Mafoane Odara - líder de RH da Meta para a América Latina

Tamara Braga - head de D&I da Gupy

1 . Ativismo e mundo corporativo podem (e devem), sim, dar match

Mafoane Odara – A melhor definição de ativista, aprendi com a Jurema Werneck, que diz: “o ativista é a pessoa que coloca a esperança em movimento”. Estamos vivendo em um mundo muito complexo e não dá para simplificar as discussões dizendo que somos apenas “contra ou a favor” de um determinado tema. O ativismo nada mais é do que ampliar as possibilidades de resolução de problemas.

É inegável que saímos de um mundo corporativo que só se preocupava com a questão financeira e vivemos uma cultura organizacional que prima pelo propósito, equilíbrio entre vida profissional e pessoal, saúde mental no centro da estratégia…

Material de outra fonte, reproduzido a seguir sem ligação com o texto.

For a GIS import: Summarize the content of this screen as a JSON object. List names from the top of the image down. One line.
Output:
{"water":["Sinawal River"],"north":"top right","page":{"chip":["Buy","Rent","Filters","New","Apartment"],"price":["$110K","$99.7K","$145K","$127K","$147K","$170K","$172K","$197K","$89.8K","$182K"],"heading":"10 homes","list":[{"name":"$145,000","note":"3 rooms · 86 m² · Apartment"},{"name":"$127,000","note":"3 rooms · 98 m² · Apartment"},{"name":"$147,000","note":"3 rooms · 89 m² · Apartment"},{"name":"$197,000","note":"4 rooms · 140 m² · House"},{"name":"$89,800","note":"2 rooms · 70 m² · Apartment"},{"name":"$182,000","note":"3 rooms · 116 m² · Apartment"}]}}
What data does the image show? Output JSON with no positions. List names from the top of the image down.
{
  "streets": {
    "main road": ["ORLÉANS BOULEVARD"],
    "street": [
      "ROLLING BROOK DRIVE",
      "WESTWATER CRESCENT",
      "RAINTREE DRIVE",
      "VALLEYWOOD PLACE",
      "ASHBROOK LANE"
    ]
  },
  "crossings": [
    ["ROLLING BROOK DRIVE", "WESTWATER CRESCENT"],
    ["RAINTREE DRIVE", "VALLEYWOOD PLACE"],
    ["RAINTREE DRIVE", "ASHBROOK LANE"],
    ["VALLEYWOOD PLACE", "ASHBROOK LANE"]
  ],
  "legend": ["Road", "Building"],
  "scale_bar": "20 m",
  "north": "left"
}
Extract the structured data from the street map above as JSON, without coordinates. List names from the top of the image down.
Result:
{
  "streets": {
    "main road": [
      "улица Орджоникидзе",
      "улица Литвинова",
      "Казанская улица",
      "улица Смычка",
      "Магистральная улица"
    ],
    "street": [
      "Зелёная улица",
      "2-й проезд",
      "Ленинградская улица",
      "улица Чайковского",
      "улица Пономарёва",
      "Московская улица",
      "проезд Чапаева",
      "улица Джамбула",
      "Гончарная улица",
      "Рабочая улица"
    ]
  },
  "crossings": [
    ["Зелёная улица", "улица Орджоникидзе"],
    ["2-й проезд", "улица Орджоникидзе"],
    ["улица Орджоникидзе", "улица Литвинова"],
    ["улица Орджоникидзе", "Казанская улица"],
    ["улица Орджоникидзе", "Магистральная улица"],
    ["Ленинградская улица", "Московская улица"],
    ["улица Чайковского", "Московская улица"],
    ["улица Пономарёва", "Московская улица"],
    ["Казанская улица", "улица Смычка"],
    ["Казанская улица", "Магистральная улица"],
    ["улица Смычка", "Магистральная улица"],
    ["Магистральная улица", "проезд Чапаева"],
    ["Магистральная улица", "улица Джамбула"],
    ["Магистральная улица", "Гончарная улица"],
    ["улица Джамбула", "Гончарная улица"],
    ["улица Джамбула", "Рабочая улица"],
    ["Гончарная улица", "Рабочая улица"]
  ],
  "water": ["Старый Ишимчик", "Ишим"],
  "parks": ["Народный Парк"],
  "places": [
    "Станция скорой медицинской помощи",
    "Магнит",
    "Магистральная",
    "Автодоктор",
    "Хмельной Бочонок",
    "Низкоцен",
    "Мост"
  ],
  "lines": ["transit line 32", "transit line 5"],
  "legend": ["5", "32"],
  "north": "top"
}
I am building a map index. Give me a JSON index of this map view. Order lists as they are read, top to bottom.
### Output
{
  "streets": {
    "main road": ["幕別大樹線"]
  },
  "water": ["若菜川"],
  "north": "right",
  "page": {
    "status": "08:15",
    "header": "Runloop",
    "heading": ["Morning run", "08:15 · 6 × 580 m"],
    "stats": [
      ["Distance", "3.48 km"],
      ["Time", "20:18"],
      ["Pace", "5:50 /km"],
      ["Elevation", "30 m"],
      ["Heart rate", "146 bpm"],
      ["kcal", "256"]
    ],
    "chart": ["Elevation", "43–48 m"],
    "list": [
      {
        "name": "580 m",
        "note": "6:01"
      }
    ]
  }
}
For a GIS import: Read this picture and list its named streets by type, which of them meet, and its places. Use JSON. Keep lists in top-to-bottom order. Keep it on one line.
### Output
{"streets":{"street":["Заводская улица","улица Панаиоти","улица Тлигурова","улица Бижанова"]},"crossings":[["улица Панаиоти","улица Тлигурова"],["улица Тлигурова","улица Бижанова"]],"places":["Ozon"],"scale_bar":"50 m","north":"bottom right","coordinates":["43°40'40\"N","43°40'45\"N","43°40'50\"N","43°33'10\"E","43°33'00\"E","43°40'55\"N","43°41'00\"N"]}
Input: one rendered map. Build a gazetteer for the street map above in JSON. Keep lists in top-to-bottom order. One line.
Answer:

Ser “ativista” nas organizações passa por entender que existem distintas manifestações, que podem ser mais ou menos silenciosas e estratégicas, e compreender que é muito mais sobre mudar a forma de olhar para as certezas e questionar o modelo de empresa e sociedade que queremos.

2 . Inclusão trará desconforto, mas é o desconforto que transforma

Tamara Braga – Tenho certeza de que só estou aqui hoje porque meu currículo se parece com o de uma pessoa branca. Quando as empresas vão contratar, a cultura, os requisitos, tudo é pautado na vida de uma pessoa branca e privilegiada.

Olhar os processos e entender como adaptar cada um deles para os grupos sociais diversos é o que faço hoje. Revisitar requisitos, competências, “réguas”. A história e os desafios que superei na vida dizem muito mais sobre minhas competências do que, eventualmente, algo sobre o qual eu tenha apenas um diploma no currículo.

Carlos Domingues – Não é nem mais sobre retenção, porque ninguém é obrigado a estar nas empresas. É sobre engajamento: as pessoas têm que querer estar aqui. É um desafio grande. O segundo item que mais aparece em nossas pesquisas de engajamento no ambiente de trabalho nos últimos cinco anos é sobre ter um ambiente inclusivo.

Como, no momento em que a pessoa chega aqui, eu proporciono conversas, momentos, rituais para que essa pessoa seja ela mesma? Isso tem a ver com as lideranças, que precisam entender sobre vulnerabilidade, sobre não ter todas as respostas, ser abertas, aprender e escutar quem pensa diferente delas.

Mafoane Odara – Com o aumento da representatividade [nas empresas], independente de qual seja ela, aumenta a tensão. Quando aumenta a tensão, os conflitos aparecem. Precisamos reconhecer que as tensões fazem parte do crescimento. É um desafio, mas é fundamental para a sustentabilidade das organizações.

Quais são as políticas que a empresa tem para realmente dar suporte a isso? Isso é só de RH, é da cultura, está claro para todo mundo? As pessoas precisam estar preparadas para lidar com o desconforto, porque é o desconforto que transforma.

3 . Não se constrói comunicação sem vivências

Inaiara Florencio – Existe uma diferença entre significado e significância. A comunicação tem o poder de construir significância, que é a ideia de “ter sucesso com o significado”. Ela pode ser um guia e até um combustível no processo de transformação social de forma mais ampla, para construir impacto cultural com mais propósito.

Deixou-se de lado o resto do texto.